═════ Record extracts

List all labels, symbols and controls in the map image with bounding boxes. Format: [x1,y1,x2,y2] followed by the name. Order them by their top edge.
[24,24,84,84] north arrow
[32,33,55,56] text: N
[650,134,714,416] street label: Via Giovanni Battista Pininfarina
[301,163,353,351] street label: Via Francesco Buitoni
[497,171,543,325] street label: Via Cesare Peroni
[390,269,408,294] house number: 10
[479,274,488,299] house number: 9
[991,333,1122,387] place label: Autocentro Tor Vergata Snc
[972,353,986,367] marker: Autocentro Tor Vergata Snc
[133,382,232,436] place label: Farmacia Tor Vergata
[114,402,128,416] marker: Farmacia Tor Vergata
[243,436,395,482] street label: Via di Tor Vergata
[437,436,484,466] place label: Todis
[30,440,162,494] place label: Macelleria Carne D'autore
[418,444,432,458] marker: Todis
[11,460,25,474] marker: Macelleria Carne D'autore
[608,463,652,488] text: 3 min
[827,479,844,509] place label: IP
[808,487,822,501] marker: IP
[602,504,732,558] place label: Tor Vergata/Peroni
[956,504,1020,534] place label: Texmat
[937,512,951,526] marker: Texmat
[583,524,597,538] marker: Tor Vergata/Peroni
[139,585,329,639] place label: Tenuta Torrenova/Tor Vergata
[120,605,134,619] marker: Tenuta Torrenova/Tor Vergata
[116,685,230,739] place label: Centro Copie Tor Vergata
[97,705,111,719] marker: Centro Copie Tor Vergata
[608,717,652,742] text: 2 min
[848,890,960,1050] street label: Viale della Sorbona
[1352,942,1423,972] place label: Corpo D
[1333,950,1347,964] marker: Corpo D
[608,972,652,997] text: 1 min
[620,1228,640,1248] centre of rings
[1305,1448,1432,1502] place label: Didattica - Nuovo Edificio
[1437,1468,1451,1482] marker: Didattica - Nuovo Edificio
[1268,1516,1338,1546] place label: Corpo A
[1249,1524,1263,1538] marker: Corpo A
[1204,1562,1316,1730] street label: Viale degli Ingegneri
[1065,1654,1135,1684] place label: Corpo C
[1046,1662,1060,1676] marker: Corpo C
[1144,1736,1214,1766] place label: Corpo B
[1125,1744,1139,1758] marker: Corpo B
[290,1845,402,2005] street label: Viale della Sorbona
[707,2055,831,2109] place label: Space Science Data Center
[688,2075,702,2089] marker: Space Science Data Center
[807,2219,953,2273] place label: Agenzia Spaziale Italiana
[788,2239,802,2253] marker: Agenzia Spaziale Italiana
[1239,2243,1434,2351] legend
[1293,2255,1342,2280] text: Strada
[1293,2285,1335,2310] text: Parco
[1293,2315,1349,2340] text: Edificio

══════════

▶ **Assignment**
Please show the lines in the entries above that hold the string "street".

▶ **Response**
[650,134,714,416] street label: Via Giovanni Battista Pininfarina
[301,163,353,351] street label: Via Francesco Buitoni
[497,171,543,325] street label: Via Cesare Peroni
[243,436,395,482] street label: Via di Tor Vergata
[848,890,960,1050] street label: Viale della Sorbona
[1204,1562,1316,1730] street label: Viale degli Ingegneri
[290,1845,402,2005] street label: Viale della Sorbona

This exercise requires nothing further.